Restate word for word the line with "78 m²</p><p>Bellegrave Avenue</p></div></li>" and all lines after it; please stop only at the end of the listing below.
** Opening EXERCISE INPUTS block **
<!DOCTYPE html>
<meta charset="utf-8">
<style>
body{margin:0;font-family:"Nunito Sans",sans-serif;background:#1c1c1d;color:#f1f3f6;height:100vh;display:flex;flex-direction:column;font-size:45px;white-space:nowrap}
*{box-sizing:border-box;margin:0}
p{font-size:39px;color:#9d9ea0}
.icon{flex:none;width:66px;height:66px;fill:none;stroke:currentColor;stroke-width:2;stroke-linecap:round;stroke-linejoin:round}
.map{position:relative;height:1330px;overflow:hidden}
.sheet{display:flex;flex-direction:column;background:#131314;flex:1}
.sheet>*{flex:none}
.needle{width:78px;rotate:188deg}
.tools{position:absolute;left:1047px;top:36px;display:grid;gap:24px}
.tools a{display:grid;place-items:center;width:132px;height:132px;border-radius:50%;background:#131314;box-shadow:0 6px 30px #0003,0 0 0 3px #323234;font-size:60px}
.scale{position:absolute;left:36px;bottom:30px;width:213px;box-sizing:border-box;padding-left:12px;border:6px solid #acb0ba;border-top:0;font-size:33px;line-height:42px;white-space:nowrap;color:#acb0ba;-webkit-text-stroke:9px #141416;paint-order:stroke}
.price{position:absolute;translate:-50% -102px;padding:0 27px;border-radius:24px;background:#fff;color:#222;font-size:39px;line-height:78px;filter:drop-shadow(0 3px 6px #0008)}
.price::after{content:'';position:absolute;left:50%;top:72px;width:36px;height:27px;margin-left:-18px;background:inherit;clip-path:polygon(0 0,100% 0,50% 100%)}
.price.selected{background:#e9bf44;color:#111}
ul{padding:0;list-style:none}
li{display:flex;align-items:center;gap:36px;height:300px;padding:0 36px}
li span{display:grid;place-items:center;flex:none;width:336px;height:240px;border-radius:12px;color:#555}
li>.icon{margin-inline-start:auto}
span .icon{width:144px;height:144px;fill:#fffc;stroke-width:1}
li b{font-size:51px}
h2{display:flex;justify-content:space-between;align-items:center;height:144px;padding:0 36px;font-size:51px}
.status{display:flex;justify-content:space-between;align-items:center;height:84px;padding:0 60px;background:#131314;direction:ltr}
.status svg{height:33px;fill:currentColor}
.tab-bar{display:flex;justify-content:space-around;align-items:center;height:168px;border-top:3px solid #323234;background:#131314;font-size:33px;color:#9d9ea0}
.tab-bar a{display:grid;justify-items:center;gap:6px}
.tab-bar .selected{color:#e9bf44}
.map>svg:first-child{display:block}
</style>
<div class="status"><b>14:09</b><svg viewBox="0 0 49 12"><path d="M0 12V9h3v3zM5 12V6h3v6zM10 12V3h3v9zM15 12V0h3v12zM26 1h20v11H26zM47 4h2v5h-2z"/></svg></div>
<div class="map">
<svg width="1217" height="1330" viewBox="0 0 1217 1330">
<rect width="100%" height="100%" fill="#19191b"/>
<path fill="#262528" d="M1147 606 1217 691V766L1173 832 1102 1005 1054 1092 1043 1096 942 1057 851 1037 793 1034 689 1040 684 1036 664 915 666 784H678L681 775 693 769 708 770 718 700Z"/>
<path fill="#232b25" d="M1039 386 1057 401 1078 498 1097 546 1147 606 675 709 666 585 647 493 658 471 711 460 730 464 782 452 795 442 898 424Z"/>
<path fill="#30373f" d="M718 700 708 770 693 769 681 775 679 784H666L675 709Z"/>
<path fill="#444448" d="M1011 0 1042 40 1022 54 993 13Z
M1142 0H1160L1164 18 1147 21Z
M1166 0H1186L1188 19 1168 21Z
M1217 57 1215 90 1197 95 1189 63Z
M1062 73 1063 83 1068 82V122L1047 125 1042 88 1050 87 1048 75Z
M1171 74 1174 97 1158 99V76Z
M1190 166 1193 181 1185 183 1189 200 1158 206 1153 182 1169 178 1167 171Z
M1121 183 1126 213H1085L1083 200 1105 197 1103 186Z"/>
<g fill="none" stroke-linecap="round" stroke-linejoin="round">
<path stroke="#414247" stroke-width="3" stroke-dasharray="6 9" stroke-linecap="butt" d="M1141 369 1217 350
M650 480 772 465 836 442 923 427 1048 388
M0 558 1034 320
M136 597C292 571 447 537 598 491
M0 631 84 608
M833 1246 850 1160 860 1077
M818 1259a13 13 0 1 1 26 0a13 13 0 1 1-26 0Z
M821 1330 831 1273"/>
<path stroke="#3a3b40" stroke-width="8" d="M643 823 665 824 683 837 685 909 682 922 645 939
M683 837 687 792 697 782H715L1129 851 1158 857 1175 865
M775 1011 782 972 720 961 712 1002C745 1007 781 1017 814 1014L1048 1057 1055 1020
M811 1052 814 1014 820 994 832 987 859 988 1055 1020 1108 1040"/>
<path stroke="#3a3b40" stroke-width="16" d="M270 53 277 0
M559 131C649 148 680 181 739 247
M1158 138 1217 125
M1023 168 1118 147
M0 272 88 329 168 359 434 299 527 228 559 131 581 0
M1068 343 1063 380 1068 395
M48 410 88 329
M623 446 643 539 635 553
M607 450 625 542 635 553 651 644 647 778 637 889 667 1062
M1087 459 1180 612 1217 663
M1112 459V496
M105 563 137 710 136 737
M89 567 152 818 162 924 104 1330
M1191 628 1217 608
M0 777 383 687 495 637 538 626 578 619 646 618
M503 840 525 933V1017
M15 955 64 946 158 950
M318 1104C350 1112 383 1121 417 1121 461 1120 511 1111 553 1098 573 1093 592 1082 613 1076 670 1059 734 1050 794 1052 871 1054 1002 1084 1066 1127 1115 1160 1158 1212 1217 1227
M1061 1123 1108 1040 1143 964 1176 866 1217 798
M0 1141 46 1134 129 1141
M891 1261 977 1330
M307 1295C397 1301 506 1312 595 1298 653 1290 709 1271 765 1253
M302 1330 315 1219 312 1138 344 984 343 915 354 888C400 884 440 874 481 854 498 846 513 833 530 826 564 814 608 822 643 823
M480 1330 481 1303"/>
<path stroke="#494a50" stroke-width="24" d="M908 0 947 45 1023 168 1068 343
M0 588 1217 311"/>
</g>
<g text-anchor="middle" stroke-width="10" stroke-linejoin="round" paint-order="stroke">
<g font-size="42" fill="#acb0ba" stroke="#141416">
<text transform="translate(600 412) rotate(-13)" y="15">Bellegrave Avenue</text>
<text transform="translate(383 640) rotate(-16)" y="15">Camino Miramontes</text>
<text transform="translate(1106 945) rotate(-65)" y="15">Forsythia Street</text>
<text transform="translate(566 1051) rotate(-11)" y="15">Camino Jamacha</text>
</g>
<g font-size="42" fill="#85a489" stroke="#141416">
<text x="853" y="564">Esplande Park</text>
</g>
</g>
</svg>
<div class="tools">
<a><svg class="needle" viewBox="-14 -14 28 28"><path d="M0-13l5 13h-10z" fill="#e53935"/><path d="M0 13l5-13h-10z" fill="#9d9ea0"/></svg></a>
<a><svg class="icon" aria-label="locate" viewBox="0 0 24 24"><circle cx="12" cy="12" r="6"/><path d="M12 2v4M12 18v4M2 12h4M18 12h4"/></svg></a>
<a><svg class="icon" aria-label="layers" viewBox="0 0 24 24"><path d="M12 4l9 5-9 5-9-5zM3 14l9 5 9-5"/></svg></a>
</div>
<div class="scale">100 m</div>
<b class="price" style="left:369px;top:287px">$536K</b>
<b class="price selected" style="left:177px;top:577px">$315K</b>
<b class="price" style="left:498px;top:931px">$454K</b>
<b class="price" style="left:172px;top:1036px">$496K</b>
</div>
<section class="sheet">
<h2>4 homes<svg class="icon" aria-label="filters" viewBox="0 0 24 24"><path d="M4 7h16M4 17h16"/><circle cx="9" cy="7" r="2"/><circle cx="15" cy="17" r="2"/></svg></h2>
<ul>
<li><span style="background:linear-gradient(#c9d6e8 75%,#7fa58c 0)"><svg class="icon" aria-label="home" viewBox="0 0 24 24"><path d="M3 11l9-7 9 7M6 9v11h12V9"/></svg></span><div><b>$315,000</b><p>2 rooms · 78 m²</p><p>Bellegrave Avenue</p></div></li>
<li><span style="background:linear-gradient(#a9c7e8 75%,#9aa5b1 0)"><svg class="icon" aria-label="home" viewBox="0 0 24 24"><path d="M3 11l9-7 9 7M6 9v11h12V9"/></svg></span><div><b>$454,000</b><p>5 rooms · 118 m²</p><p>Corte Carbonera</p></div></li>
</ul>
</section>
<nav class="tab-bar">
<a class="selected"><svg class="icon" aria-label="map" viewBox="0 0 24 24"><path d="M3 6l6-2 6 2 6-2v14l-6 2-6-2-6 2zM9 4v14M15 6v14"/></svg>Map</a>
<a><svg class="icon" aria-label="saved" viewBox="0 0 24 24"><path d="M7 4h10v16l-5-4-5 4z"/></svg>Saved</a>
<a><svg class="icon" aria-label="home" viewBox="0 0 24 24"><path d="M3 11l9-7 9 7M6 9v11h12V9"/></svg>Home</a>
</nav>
** Closing EXERCISE INPUTS block **
# RESPONSE AREA
<li><span style="background:linear-gradient(#c9d6e8 75%,#7fa58c 0)"><svg class="icon" aria-label="home" viewBox="0 0 24 24"><path d="M3 11l9-7 9 7M6 9v11h12V9"/></svg></span><div><b>$315,000</b><p>2 rooms · 78 m²</p><p>Bellegrave Avenue</p></div></li>
<li><span style="background:linear-gradient(#a9c7e8 75%,#9aa5b1 0)"><svg class="icon" aria-label="home" viewBox="0 0 24 24"><path d="M3 11l9-7 9 7M6 9v11h12V9"/></svg></span><div><b>$454,000</b><p>5 rooms · 118 m²</p><p>Corte Carbonera</p></div></li>
</ul>
</section>
<nav class="tab-bar">
<a class="selected"><svg class="icon" aria-label="map" viewBox="0 0 24 24"><path d="M3 6l6-2 6 2 6-2v14l-6 2-6-2-6 2zM9 4v14M15 6v14"/></svg>Map</a>
<a><svg class="icon" aria-label="saved" viewBox="0 0 24 24"><path d="M7 4h10v16l-5-4-5 4z"/></svg>Saved</a>
<a><svg class="icon" aria-label="home" viewBox="0 0 24 24"><path d="M3 11l9-7 9 7M6 9v11h12V9"/></svg>Home</a>
</nav>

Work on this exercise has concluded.